▪ Nous allons nous permettre un peu de méchanceté ce soir après avoir été raillé sur les forums pour la noirceur « findumondiste » des différents rédacteurs de la Chronique Agorasur la crise chypriote.
Ah, c’est qu’ils n’avaient pas le triomphe modeste lundi, les permabulls ! Ils savaient à 99% que l’Europe n’allait pas laisser polluer son système bancaire par quelques trublions avides d’argent russe et qui avaient séduit des investisseurs amateurs de rendements à la Madoff.
« Finie la finance casino », avait lancé un de nos ministres — impliqué dans le dossier chypriote — à la veille du week-end.

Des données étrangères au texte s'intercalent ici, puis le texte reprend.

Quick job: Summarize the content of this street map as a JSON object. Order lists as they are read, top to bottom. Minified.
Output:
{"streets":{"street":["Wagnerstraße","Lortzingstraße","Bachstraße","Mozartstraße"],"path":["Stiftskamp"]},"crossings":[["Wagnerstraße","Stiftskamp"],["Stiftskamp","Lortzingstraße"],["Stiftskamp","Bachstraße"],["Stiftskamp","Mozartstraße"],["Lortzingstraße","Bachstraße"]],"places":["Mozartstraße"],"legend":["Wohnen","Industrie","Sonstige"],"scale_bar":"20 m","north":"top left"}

« Que les oligarques russes rapatrient ce qu’ils pourront sauver (pas grand-chose a priori vu l’instauration d’un embargo sur les mouvements de capitaux) vers leur mère patrie, l’Europe n’a que faire de cet argent douteux », scande la presse allemande.
« Ces paradis fiscaux qui opèrent dans notre dos n’ont que ce qu’ils méritent », affirment en choeur tous les bien-pensants — qui en profitent pour rappeler que Chypre, c’est 0,2% du PIB européen et qu’on peut fort bien s’en passer.
A quoi bon d’ailleurs leur prêter de l’argent qu’ils ne pourront pas rembourser ?
Sur ce dernier point, nous sommes d’accord avec le consensus des « faiseurs d’opinion ». Avec une récession estimée à -20% au cours des deux années à venir, il ne faut pas compter sur l’appareil fiscal pour collecter de quoi rembourser les prêts qui viennent d’être accordés.
Chypre estime déjà ne pas pouvoir restituer en l’état les 2,5 milliards d’euros prêtés par la Russie en 2011, alors imaginez un montant de 10 milliards sans aucun moteur économique pour générer le quart du cash nécessaire… sans compter un risque de bank run qui serait fatal aux finances de l’île.
▪ Remettons un peu tout cela en question
Mais au fait, nous ne trouvons pas très pertinent l’argument selon lequel les Chypriotes n’ont que ce qu’ils méritent. Ce ne sont pas des auto-stoppeurs ramassés par hasard par le minibus européen et dont on aurait découvert au fil des kilomètres qu’ils ne fument pas que du tabac, qu’ils ne prennent pas une douche tous les jours et qu’ils partent en retraite 10 ans avant les Allemands.
Contrairement à la Grèce où la proximité des Jeux olympiques avait un peu précipité le mouvement, l’Europe a bien pris le temps de faire monter Chypre à bord… Son statut de paradis fiscal méditerranéen et sa proximité avec le Liban, le Proche-Orient et la Russie ne dérangeaient personne.
Certains diplomates se réjouissaient même de pouvoir disposer d’un électron libre qui permettait de bénéficier de passerelles privilégiées avec des pays auprès desquels l’Europe avait du mal à s’imposer comme partenaire. Chypre était considérée comme un intermédiaire bien utile avec de nombreux pays riverains du sud de la Grande bleue.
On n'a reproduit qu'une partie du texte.